* Records shown:
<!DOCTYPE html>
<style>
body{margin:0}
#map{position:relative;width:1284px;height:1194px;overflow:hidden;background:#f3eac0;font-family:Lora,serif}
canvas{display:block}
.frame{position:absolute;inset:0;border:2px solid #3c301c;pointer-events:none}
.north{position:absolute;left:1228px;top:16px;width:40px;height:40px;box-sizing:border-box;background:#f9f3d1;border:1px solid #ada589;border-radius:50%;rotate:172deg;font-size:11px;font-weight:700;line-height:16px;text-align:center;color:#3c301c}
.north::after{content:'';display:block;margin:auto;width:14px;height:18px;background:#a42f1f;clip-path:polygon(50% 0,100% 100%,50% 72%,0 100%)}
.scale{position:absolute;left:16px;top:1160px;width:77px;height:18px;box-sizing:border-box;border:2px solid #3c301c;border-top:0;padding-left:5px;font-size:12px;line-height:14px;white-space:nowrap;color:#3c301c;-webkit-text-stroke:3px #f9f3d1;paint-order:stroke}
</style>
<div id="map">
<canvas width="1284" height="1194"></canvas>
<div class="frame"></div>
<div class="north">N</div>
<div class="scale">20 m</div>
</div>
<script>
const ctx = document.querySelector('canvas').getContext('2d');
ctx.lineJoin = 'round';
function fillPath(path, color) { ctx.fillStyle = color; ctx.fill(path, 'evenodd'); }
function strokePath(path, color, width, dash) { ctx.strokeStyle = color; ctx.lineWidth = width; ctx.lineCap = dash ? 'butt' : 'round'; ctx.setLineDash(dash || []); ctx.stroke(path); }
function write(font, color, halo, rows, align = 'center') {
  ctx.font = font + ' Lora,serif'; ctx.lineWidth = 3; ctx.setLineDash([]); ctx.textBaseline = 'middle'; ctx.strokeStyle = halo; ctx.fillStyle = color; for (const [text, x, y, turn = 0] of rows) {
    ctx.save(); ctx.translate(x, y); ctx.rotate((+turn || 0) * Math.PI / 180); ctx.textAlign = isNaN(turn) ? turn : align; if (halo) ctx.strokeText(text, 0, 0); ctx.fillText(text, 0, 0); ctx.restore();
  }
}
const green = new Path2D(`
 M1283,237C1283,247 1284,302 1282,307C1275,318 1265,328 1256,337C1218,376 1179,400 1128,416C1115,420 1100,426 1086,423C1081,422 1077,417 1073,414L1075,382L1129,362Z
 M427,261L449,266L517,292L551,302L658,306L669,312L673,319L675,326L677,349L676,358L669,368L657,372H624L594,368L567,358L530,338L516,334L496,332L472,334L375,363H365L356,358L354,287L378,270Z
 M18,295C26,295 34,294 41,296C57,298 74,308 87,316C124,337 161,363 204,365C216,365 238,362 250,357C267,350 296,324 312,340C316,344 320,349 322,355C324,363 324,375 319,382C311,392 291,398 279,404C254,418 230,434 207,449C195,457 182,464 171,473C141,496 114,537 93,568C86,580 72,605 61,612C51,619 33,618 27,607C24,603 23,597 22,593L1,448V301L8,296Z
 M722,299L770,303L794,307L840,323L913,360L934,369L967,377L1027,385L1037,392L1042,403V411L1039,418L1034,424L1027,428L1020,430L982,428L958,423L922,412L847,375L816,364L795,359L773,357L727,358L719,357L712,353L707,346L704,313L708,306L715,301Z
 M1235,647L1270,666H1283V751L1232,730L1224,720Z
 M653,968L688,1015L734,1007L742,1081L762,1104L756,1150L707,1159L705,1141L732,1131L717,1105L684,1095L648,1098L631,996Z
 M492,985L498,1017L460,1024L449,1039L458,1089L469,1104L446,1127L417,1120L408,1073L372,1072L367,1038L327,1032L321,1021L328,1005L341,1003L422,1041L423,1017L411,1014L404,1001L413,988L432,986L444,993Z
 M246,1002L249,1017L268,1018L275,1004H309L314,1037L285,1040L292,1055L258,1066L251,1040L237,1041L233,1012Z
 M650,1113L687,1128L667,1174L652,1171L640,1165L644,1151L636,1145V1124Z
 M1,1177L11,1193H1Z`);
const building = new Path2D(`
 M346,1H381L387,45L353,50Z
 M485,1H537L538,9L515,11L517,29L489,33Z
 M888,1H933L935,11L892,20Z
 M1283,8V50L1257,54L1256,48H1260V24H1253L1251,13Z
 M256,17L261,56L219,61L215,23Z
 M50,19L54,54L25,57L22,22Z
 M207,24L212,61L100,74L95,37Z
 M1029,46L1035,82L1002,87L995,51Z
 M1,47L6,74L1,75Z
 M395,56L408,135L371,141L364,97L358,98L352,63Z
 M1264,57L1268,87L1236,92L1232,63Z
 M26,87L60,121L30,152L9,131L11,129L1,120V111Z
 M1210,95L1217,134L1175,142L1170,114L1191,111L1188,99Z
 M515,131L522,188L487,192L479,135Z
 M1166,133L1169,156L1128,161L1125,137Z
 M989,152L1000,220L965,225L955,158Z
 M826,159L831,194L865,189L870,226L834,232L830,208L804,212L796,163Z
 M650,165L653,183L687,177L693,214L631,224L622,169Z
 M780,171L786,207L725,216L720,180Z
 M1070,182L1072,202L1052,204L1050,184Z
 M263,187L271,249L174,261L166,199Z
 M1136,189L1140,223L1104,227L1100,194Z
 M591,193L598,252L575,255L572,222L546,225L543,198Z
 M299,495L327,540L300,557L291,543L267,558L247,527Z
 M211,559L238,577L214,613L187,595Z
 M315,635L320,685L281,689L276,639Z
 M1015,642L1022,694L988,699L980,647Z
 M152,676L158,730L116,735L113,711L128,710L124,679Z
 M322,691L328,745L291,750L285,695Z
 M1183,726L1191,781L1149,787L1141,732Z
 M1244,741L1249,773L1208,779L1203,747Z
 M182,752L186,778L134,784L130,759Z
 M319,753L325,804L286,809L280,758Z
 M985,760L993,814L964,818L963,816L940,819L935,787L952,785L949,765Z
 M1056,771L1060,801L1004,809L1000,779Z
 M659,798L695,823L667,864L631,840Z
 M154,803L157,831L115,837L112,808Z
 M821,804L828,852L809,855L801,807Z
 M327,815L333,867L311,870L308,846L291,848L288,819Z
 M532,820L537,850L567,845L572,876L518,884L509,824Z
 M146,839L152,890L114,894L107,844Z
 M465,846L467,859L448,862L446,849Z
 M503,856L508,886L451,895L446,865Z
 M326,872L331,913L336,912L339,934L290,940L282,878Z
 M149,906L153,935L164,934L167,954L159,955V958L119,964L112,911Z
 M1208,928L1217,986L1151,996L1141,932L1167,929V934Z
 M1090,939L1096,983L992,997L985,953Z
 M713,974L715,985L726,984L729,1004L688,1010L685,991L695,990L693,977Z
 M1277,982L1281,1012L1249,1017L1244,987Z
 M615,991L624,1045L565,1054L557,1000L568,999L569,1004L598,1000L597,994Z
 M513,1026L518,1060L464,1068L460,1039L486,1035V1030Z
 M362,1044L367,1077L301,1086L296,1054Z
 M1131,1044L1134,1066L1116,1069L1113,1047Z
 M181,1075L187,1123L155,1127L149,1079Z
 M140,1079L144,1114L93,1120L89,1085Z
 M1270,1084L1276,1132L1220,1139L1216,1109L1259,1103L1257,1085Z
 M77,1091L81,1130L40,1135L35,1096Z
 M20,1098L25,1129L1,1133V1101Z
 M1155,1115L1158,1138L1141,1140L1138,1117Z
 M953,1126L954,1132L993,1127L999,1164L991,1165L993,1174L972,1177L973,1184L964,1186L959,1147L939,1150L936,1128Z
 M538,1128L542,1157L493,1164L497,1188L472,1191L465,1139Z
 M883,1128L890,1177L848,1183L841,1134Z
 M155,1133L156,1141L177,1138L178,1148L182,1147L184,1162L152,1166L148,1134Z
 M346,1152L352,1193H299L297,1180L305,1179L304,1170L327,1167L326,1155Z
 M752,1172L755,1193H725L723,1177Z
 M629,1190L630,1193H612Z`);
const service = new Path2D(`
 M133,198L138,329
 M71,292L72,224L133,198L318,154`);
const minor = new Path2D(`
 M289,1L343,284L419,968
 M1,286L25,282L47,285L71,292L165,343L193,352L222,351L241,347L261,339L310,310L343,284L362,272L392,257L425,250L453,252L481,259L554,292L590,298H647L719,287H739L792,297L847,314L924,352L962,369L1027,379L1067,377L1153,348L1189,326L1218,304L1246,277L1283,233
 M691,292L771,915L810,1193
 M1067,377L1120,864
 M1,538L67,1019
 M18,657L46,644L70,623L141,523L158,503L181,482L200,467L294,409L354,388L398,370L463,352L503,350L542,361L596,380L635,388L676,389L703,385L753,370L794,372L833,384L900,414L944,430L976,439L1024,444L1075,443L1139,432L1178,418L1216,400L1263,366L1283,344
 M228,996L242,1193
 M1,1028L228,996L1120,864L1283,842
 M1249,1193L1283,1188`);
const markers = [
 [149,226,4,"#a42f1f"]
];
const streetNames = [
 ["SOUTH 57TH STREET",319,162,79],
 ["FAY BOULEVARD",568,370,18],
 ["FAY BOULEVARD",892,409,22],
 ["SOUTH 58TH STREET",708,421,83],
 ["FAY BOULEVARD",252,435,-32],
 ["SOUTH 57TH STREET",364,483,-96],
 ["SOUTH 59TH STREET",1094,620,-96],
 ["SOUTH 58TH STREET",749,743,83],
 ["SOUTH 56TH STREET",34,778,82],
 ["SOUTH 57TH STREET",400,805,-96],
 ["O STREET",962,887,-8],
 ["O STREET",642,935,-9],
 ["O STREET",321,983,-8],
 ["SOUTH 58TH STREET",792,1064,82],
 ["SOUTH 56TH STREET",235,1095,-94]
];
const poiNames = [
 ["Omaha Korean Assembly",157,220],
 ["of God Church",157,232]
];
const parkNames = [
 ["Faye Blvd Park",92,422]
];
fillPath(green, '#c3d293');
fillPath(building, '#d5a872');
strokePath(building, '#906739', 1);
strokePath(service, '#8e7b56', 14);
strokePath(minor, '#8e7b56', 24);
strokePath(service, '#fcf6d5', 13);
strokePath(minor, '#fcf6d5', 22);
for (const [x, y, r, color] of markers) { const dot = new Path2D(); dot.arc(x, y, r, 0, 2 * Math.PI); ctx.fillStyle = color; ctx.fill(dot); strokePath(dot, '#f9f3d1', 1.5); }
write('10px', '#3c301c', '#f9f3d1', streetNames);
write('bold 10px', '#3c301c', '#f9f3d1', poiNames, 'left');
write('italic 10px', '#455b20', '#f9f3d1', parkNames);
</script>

* Required work:
Look through the listing above and copy each line with the word "setLineDash" in it.

* Result for this exercise:
function strokePath(path, color, width, dash) { ctx.strokeStyle = color; ctx.lineWidth = width; ctx.lineCap = dash ? 'butt' : 'round'; ctx.setLineDash(dash || []); ctx.stroke(path); }
  ctx.font = font + ' Lora,serif'; ctx.lineWidth = 3; ctx.setLineDash([]); ctx.textBaseline = 'middle'; ctx.strokeStyle = halo; ctx.fillStyle = color; for (const [text, x, y, turn = 0] of rows) {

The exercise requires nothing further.